This PR fixes the 1238% native incremental rebuild regression introduced in v3.9.0 by removing two expensive unconditional operations that ran after every native build: a full-graph structure rebuild (changedFilePaths=null) and a full DB node load. The fix introduces a structure_handled: bool signal on BuildPipelineResult that lets the JS layer know whether the Rust fast path already handled structure, and scopes the DB reconstruction query to changed files only when it did.

Key changes:

  • Rust BuildPipelineResult gains structure_handled: booltrue for the small-incremental fast path (≤5 content-changed files, >20 existing files)
  • JS needsStructure = !result.structureHandled correctly gates the expensive JS buildStructure call
  • JS reconstructFileSymbolsFromDb is now scoped to result.changedFiles when structure was handled, avoiding a full-graph DB load for single-file incrementals
  • For large incrementals where Rust skipped structure, JS now passes structureScope (includes reverse-dep files) instead of null to buildStructureFn, matching the JS pipeline's medium-incremental path
  • The empty-array edge case flagged in the previous review thread is addressed with isFullBuild || !changedFiles?.length ? null : changedFiles

One P2 concern identified: For pure file-deletion builds (no content changes), parse_changes.len() == 0 satisfies the ≤5 fast-path threshold, so structure_handled = true and JS skips structure. If the deleted file was the sole occupant of its directory, the directory node becomes orphaned in the DB until the next full rebuild. Pre-PR this was masked by the unconditional JS structure pass. See inline comment for a targeted fix."

Confidence Score: 4/5

Safe to merge for the vast majority of use-cases; one narrow edge case (removal-only builds with fast path) may leave orphaned directory nodes that persist until the next full rebuild.
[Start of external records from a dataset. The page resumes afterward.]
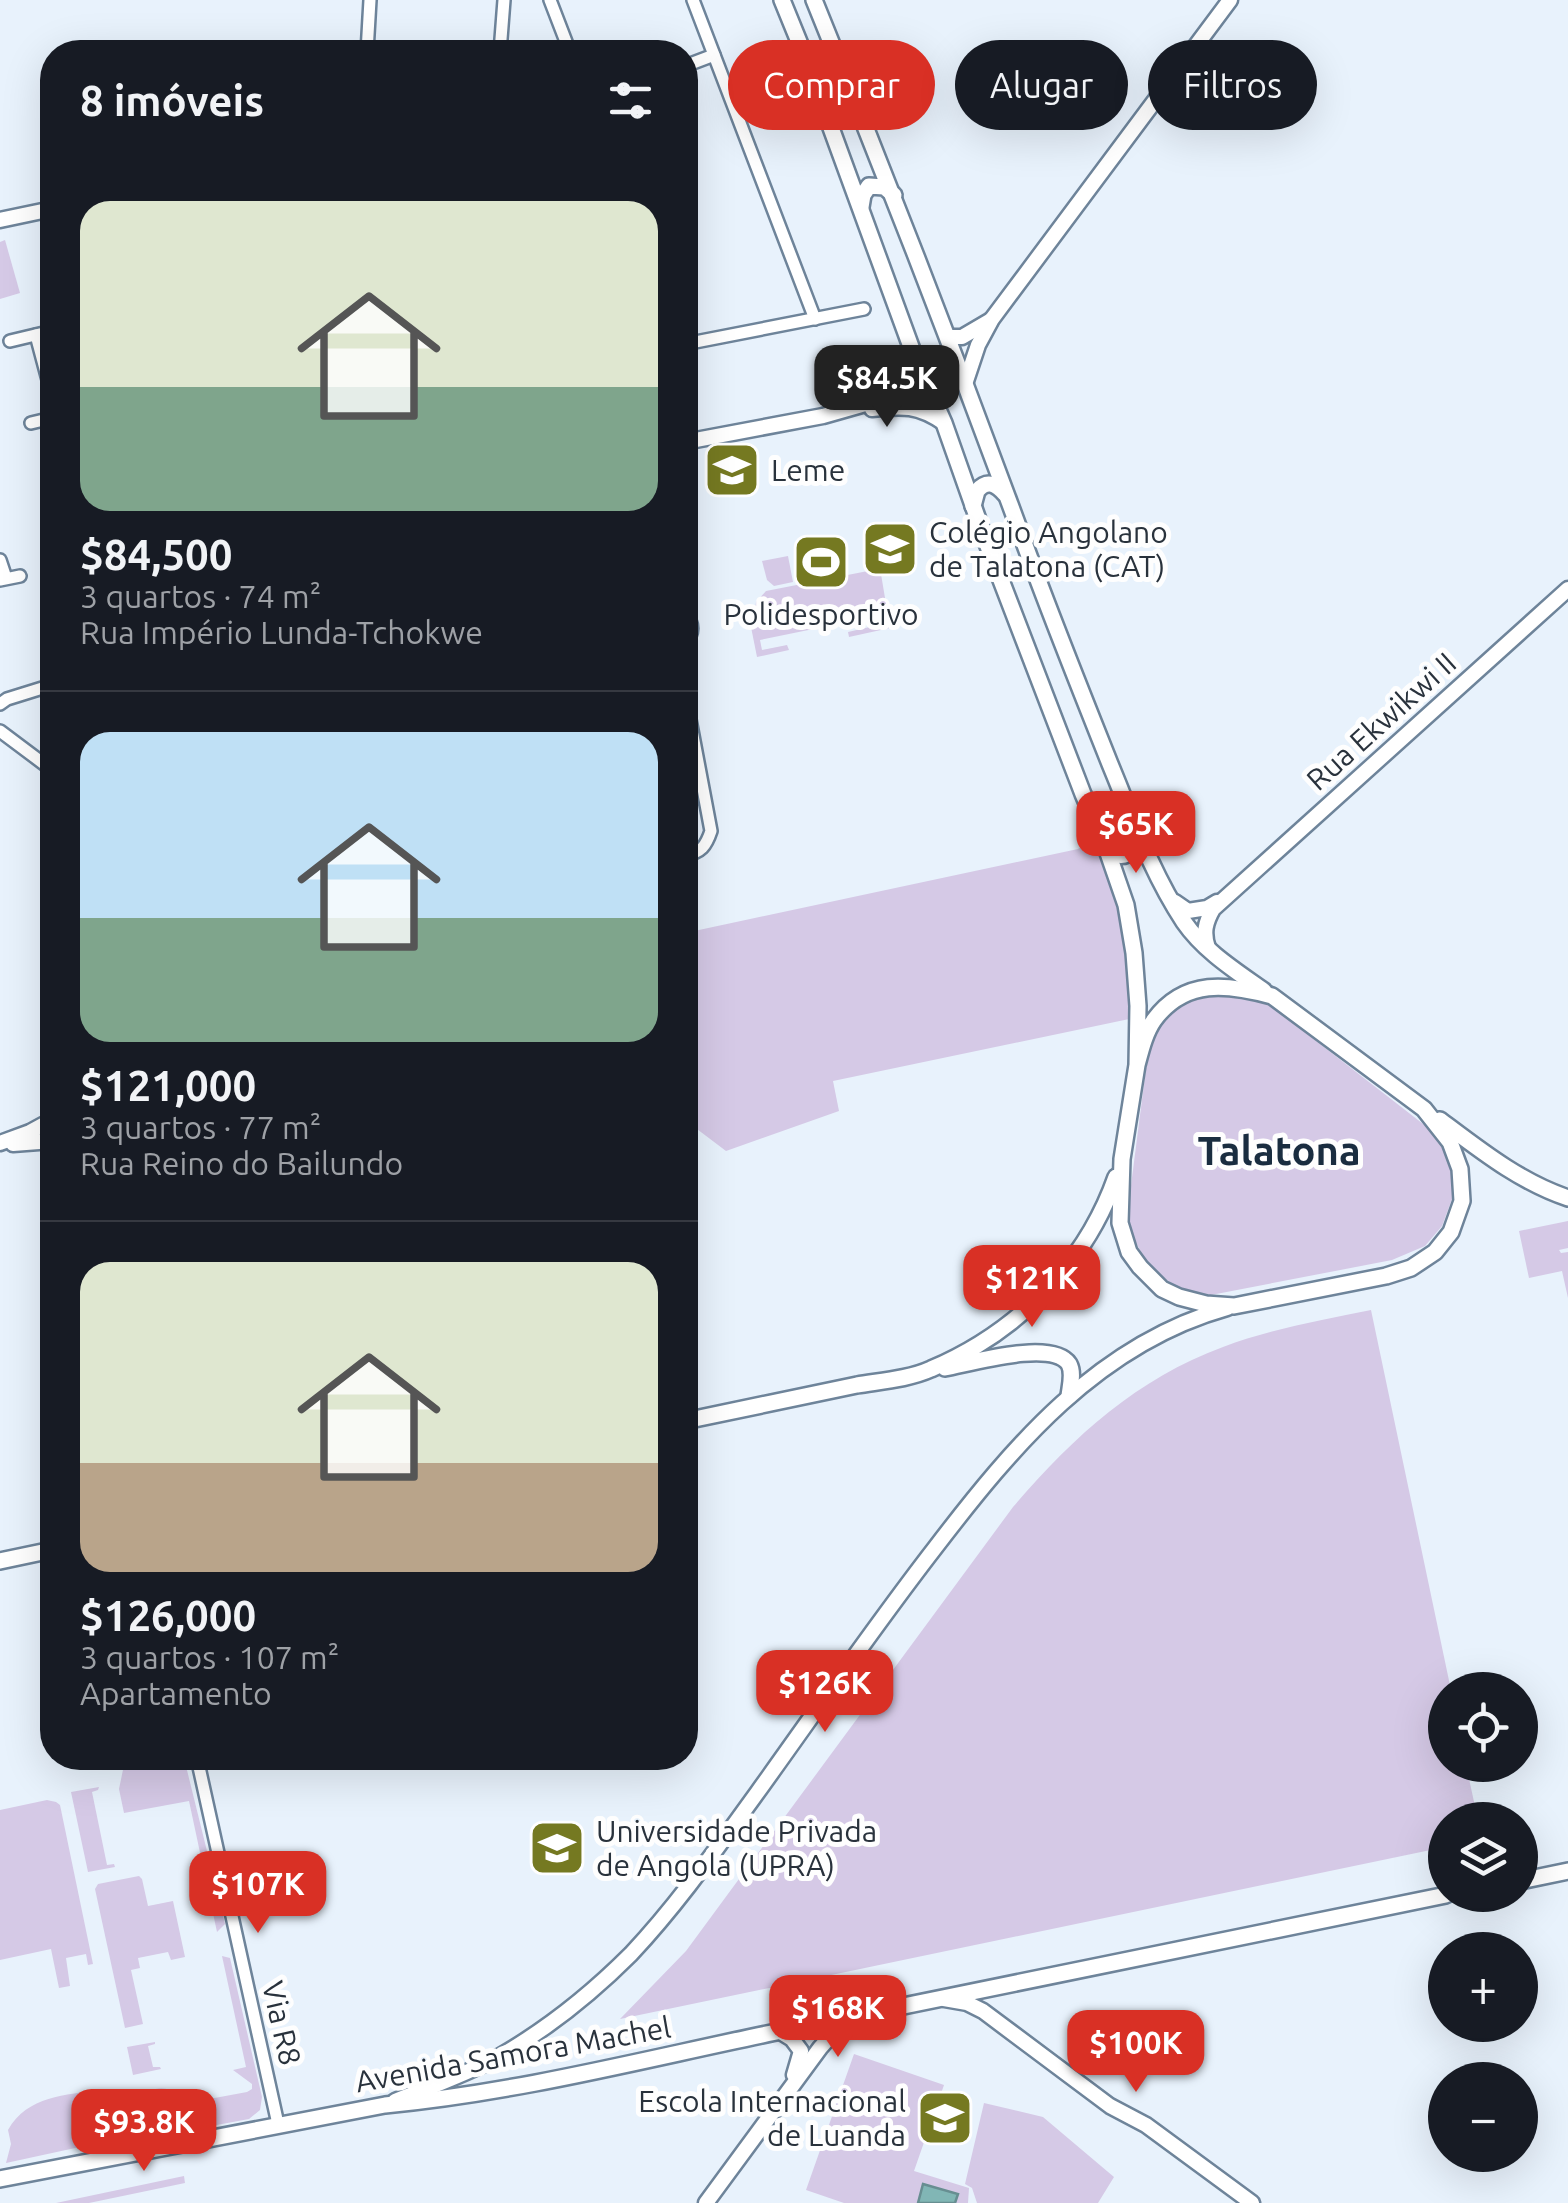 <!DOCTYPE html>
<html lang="pt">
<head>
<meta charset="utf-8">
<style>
	:root { --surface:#171b24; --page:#20242c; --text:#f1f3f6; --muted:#9ea1a6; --line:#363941; --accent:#d93025 }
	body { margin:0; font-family:Ubuntu,sans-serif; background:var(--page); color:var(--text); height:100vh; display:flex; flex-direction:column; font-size:38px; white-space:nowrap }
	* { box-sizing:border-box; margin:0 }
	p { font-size:32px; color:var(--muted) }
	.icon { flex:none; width:55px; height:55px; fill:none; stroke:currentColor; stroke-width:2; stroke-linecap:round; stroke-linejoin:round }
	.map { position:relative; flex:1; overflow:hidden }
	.details { position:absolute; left:40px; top:40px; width:658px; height:1730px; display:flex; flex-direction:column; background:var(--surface); border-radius:40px; box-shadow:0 10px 40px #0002 }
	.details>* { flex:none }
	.top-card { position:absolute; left:728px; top:40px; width:690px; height:90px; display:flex; gap:20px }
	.controls { position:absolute; left:1428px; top:1672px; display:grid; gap:20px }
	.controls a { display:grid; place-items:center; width:110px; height:110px; border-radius:50%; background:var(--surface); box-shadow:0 10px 40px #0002; font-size:50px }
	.price { position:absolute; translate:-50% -85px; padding:0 22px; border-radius:20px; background:var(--accent); color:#fff; font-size:32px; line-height:65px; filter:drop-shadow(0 2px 5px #0008) }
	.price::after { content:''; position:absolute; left:50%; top:60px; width:30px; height:22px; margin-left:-15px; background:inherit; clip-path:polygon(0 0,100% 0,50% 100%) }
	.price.selected { background:#222; color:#fff }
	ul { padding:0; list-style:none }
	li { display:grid; align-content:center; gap:20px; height:530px; padding:0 40px }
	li+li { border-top:2px solid var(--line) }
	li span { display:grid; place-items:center; height:310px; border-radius:30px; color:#555 }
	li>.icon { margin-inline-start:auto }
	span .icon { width:180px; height:180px; fill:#fffc; stroke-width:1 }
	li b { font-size:42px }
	h2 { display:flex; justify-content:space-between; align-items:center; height:120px; padding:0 40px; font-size:42px }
	.chip { padding:0 35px; border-radius:45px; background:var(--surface); box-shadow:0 10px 40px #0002; font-size:35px; line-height:90px }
	.chip.selected { background:var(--accent); color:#fff }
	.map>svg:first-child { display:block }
	.green { fill:#d5c9e6 }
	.water { fill:#81b6b5; stroke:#678e91; stroke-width:2.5 }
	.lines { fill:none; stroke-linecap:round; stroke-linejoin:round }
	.minor-casing { stroke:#6e849a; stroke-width:16 }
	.tertiary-casing { stroke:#6e849a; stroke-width:19 }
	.secondary-casing { stroke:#6e849a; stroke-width:20 }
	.minor { stroke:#fff; stroke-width:11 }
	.tertiary { stroke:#fff; stroke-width:14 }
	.secondary { stroke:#fff; stroke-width:15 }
	.labels { text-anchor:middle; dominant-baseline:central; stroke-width:10; stroke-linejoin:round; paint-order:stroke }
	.poi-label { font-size:30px; fill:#29323c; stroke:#fefefe; text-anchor:start }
	.street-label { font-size:30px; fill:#29323c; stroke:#fefefe }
	.district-label { font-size:40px; font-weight:bold; fill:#1a2d40; stroke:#fefefe }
</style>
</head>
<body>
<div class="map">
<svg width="1568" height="2203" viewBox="0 0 1568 2203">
	<rect width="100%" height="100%" fill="#e8f2fc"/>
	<g class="green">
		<polygon points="5,240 20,293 0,299 0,242"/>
		<polygon points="843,545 848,570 798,579 794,554"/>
		<polygon points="788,556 793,582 774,586 767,580 762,561"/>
		<polygon points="879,562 890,628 849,637 848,632 874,626 873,621 878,619 877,614 872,615 872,617 760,640 762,650 787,645 789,650 757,657 748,612 755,610 756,602 766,591 873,570 873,564"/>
		<polygon points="1090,841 1097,841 1121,912 1130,960 1134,1018 833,1081 839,1111 726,1151 685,1120 685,933 1078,849"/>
		<polygon points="1228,994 1266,1002 1427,1127 1445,1148 1453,1169 1455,1191 1442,1226 1425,1246 1392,1260 1211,1295 1186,1292 1160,1276 1143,1256 1130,1231 1129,1201 1149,1045 1168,1013 1193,997"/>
		<polygon points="1568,1221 1568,1248 1559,1250 1561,1253 1568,1252 1568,1298 1562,1271 1529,1278 1519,1231"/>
		<path d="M1371,1310L1451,1690H1445V1765H1466L1478,1820H1445V1847L620,2019L686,1951L1013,1507C1072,1438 1136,1379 1223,1347C1271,1329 1322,1320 1371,1310Z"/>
		<polygon points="149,1758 184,1758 225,1924 217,1932 189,1801 124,1813 119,1789 124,1765 131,1761"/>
		<polygon points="99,1787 98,1790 92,1792 107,1865 114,1864 115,1867 88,1872 71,1792"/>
		<polygon points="47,1800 56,1802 60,1805 93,1964 88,1965 86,1954 66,1958 70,1986 59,1988 51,1949 0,1960 0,1810"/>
		<polygon points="139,1876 142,1879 148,1906 173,1901 185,1957 171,1960 168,1952 138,1958 140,1968 131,1970 143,2024 125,2028 95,1889 98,1884"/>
		<path d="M222,1956L230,1958L262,2097L260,2110L249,2119L152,2137C142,2126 134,2108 139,2094L142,2092C168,2085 170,2089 193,2102L247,2092L252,2089V2084L233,2070L246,2067Z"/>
		<polygon points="155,2042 155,2044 148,2046 153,2067 160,2067 161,2069 133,2075 127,2047"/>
		<polygon points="854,2054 944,2085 914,2171 969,2188 968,2203 844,2203 806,2190"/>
		<path d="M101,2089L115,2121L112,2140L6,2163L11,2144L8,2130C28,2095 65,2096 101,2089Z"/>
		<polygon points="984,2103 1043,2117 1114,2177 1098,2203 977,2203 972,2188 965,2184"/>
		<polygon points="184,2176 185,2183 89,2203 56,2203"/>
	</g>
	<polygon class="water" points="923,2184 958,2194 955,2203 918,2203"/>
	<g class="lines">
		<g class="minor-casing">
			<g id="minor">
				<polyline points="550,0 570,52"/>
				<polyline points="693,0 815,319"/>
				<polyline points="367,52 370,0"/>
				<polyline points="500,52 504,0"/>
				<polyline points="685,66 714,55"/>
				<polyline points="36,335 52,395"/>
				<polyline points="10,341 52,331"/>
				<polyline points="685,344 864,309"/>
				<polyline points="31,423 52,418"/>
				<polyline points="0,560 6,578"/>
				<polyline points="0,580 20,576"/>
				<path d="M685,613C694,623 694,634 685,643"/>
				<path d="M685,693L711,831C706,846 701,853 685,855"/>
				<polyline points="0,704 7,699 52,685"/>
				<polyline points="0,731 52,770"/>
				<polyline points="197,1758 278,2124"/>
			</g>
		</g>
		<g class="tertiary-casing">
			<g id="tertiary">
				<polyline points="0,220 52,209"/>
				<polyline points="948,337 962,337 991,320"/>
				<polyline points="966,381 978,345 992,319 1230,0"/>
				<path d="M872,409C903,406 918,405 944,423"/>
				<polyline points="685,442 823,416 904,393 914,382 917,375 915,360"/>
				<polyline points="1175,902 1188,911 1207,908 1217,902"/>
				<path d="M1208,948C1203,933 1205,923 1213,909L1568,589"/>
				<polyline points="0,1143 30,1132 52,1120"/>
				<polyline points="13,1144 52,1141"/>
				<polyline points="944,1999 967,2003 983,2011 1110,2106 1146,2125 1252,2203"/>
				<polyline points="779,2031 792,2039 801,2051 794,2075"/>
				<path d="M395,2101C430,2087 467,2074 500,2056C547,2029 593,1992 631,1954C678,1904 717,1848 757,1793C816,1711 873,1628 935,1548C1013,1446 1098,1344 1227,1308"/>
				<polyline points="706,2203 820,2048 835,2031 861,2018"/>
			</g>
		</g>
		<g class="secondary-casing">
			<g id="secondary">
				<path d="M782,0L804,54L914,355L944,423L981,528L1083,794L1107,850L1126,905L1134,953L1138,1006L1137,1065L1122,1159L1120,1223L1129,1252L1140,1267L1162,1289L1179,1297L1206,1304L1234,1306L1386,1276L1411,1268L1435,1252L1451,1232L1462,1201L1460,1169L1450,1142L1424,1109L1272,996C1228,984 1185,978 1154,1020C1145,1033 1141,1050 1137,1065"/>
				<path d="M814,0C888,181 958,362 1025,545C1052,619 1081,691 1110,764C1132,817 1152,874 1184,922C1204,951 1236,971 1264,991"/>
				<polyline points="861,207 863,195 869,186 884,187 894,195"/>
				<path d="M973,506L977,491C987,479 996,484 1005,494"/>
				<path d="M1107,850C1122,861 1135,855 1139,836"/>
				<path d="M1440,1120C1480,1150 1520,1182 1568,1198"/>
				<path d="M945,1368C972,1363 1052,1339 1069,1364C1074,1373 1070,1386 1069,1396"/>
				<path d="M685,1421C742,1409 800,1397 857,1385C881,1381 909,1379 931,1369C1016,1333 1085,1265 1116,1177"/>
				<polyline points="0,1561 52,1550"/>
				<polyline points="1520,1881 1568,1871"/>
				<path d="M0,2179L385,2105C522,2092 653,2057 786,2030C1006,1984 1226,1939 1446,1895"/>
			</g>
		</g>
		<use href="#minor" class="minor"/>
		<use href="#tertiary" class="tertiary"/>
		<use href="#secondary" class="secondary"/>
	</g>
	<defs>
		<g id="school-square" transform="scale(2.875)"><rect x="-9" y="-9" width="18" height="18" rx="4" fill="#757921" stroke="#fefefe"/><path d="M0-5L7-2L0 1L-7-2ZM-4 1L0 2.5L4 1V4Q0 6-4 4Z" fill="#fff"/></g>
		<g id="university-square" transform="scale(2.875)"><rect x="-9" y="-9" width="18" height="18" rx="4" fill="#757921" stroke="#fefefe"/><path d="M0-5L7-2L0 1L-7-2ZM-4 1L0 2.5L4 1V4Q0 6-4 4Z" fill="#fff"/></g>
		<g id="stadium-square" transform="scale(2.875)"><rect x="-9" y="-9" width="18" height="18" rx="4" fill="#757921" stroke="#fefefe"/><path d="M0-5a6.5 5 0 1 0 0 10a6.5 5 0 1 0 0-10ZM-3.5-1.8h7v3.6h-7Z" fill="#fff"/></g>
	</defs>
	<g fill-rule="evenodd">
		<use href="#school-square" x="732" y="470"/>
		<use href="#university-square" x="890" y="549"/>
		<use href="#stadium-square" x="821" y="562"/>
		<use href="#university-square" x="557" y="1848"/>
		<use href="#school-square" x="945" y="2118"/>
	</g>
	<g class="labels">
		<g class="poi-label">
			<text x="771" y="470">Leme</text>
			<text x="929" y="532">Colégio Angolano<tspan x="929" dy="34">de Talatona (CAT)</tspan></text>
			<text x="821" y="614" text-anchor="middle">Polidesportivo</text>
			<text x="596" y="1831">Universidade Privada<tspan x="596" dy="34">de Angola (UPRA)</tspan></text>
			<text x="906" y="2101" text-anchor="end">Escola Internacional<tspan x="906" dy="34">de Luanda</tspan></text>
		</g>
		<g class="street-label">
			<text transform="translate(1381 721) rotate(-42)">Rua Ekwikwi II</text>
			<text transform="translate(282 2023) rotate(77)">Via R8</text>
			<text transform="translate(513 2054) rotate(-10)">Avenida Samora Machel</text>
		</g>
		<g class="district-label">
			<text x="1279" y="1150">Talatona</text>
		</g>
	</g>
</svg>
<div class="controls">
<a><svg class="icon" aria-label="locate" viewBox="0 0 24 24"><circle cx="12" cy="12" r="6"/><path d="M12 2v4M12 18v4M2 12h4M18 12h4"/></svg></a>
<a><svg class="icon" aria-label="layers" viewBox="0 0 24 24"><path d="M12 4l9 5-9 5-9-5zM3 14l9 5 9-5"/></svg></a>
<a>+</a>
<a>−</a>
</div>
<b class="price selected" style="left:887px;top:430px">$84.5K</b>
<b class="price" style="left:1136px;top:876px">$65K</b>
<b class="price" style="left:1032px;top:1330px">$121K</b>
<b class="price" style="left:825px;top:1735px">$126K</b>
<b class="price" style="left:258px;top:1936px">$107K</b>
<b class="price" style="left:838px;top:2060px">$168K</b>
<b class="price" style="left:1136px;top:2095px">$100K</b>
<b class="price" style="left:144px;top:2174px">$93.8K</b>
<div class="top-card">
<a class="chip selected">Comprar</a>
<a class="chip">Alugar</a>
<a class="chip">Filtros</a>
</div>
<section class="details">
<h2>8 imóveis<svg class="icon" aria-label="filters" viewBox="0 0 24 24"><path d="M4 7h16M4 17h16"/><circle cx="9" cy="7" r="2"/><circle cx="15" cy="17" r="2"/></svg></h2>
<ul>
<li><span style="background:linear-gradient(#dfe7d0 60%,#7fa58c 0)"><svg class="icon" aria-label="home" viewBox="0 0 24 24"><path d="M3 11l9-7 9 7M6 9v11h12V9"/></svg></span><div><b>$84,500</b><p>3 quartos · 74 m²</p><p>Rua Império Lunda-Tchokwe</p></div></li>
<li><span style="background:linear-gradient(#bfe0f5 60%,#7fa58c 0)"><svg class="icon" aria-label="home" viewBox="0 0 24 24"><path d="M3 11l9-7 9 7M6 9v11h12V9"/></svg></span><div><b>$121,000</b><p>3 quartos · 77 m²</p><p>Rua Reino do Bailundo</p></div></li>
<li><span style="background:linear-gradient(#dfe7d0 65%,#b9a48a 0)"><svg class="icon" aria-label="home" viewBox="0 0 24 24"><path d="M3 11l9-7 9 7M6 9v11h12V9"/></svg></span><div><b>$126,000</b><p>3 quartos · 107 m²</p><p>Apartamento</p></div></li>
</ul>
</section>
</div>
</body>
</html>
All prior review concerns are resolved. The regression fix is logically correct and well-scoped. One P2 finding remains: the use_fast_path condition is based on parse_changes.len() which is 0 for removal-only builds, causing structure_handled = true even though update_changed_file_metrics is a no-op in that case, leaving stale directory nodes. This is a real behavioural regression from pre-PR (where JS always ran structure) but has mild, recoverable impact. Keeping at 4/5 per the guidance that at least one P2 describing a correctness issue warrants the reduction.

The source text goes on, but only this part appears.